In support of the missions of Central Washington University and the College of Arts and Humanities, the Department of Philosophy and Religious Studies prepares students for enlightened, responsible, and productive lives by providing them with the intellectual tools and scholarly background necessary for a deep, critical understanding of human experience. In recognition of the complex fabric of this experience, the mission of our department is to introduce our students to the diversity of philosophical and religious thought and practice. Knowledge of this diversity not only characterizes the well-educated individual, but also is essential for understanding, working, and living in an increasingly pluralistic society. Accordingly, after providing a foundation in the history of ideas, our curriculum has students engage with a variety of perspectives from a broad range of Western and Eastern traditions. These perspectives and traditions are approached through varied learning experiences. Not only do students take lecture-discussion classes, but they also participate in seminar-style conversations, mentored research, and service learning. Through these approaches, our students acquire skills and techniques that enable them to understand and respond thoughtfully to humanity’s deepest concerns and to recognize how such concerns impact our personal and professional lives.
The department offers an undergraduate major and minor in Philosophy, an undergraduate major specialization and minor in Religious Studies as well as a minor in Ethics. To encourage student-faculty interaction, we have a philosophy and religious studies club as well as a local chapter of Phi Sigma Tau, the international philosophy honor society, a local chapter of Theta Alpha Kappa, the international honor society of religious studies, and a pre-law club.

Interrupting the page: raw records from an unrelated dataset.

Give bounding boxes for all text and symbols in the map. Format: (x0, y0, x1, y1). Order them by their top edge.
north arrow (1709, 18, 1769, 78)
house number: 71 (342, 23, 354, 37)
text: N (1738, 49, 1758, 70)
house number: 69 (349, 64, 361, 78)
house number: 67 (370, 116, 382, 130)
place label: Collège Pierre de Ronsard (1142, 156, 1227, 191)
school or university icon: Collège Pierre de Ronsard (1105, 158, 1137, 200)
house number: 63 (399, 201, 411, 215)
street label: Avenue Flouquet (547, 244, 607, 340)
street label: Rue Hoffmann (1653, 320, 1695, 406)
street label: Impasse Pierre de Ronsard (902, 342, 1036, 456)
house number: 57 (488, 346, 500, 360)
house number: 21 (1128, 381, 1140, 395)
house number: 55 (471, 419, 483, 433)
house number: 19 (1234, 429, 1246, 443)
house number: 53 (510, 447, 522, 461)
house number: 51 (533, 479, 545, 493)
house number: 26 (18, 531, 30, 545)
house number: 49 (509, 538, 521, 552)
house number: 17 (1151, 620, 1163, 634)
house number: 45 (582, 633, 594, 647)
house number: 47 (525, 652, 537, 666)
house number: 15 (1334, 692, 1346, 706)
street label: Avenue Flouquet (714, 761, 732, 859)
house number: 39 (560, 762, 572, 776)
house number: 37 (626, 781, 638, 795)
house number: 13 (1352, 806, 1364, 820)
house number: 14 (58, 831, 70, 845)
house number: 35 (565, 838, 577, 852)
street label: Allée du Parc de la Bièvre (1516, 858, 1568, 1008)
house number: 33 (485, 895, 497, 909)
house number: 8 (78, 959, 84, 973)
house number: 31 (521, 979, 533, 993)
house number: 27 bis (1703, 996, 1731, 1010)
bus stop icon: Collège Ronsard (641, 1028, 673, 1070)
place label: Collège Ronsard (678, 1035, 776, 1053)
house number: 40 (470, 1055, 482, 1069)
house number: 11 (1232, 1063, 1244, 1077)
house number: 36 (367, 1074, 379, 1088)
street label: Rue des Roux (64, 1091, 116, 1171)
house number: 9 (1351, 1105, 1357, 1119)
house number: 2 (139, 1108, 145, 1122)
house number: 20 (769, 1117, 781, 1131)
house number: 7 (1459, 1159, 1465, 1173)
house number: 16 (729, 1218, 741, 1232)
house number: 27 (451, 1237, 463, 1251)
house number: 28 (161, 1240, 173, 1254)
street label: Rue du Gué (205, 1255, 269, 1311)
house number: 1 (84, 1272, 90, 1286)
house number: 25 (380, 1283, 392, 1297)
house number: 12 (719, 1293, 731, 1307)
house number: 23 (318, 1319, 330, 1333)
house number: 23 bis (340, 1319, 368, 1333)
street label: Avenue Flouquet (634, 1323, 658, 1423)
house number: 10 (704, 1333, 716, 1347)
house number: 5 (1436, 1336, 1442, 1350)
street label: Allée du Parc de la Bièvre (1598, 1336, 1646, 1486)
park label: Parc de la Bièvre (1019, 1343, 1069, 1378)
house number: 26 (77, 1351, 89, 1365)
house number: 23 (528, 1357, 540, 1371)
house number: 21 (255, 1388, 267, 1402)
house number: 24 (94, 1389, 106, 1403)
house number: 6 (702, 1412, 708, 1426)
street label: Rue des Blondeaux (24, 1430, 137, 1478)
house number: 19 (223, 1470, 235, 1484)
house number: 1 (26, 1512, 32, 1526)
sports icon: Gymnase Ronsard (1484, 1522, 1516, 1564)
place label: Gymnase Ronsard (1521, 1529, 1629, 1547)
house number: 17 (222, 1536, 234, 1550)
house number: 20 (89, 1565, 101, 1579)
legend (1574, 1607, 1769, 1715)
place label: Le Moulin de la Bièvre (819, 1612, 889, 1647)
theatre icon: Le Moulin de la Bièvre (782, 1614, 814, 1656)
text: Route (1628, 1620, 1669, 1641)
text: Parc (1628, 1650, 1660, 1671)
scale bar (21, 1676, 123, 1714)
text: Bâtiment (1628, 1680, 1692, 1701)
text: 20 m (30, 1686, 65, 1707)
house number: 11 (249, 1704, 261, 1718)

The major philosophers and intellectual traditions, Western and non-Western, are analyzed in order to show how philosophy relates directly to problems which thoughtful men and women face in the world today. The Religious Studies program enables students to examine religion objectively as a pervasive phenomenon of human life, providing knowledge of the history, practices, and literature of religious traditions, the varieties of religious world views, and the modes of religious thought and language.
The department's objectives include:
- Acquainting general education students with the basic questions of philosophy and religious studies, and giving them skills for developing their own answers to these questions.
- Offering courses for students in other disciplines such as the social and natural sciences and the arts. The purpose is to interpret, illuminate, and integrate the concepts of these disciplines in a broad framework of philosophic understanding and religious thought.
- Preparing students for graduate study in both philosophy and religious studies.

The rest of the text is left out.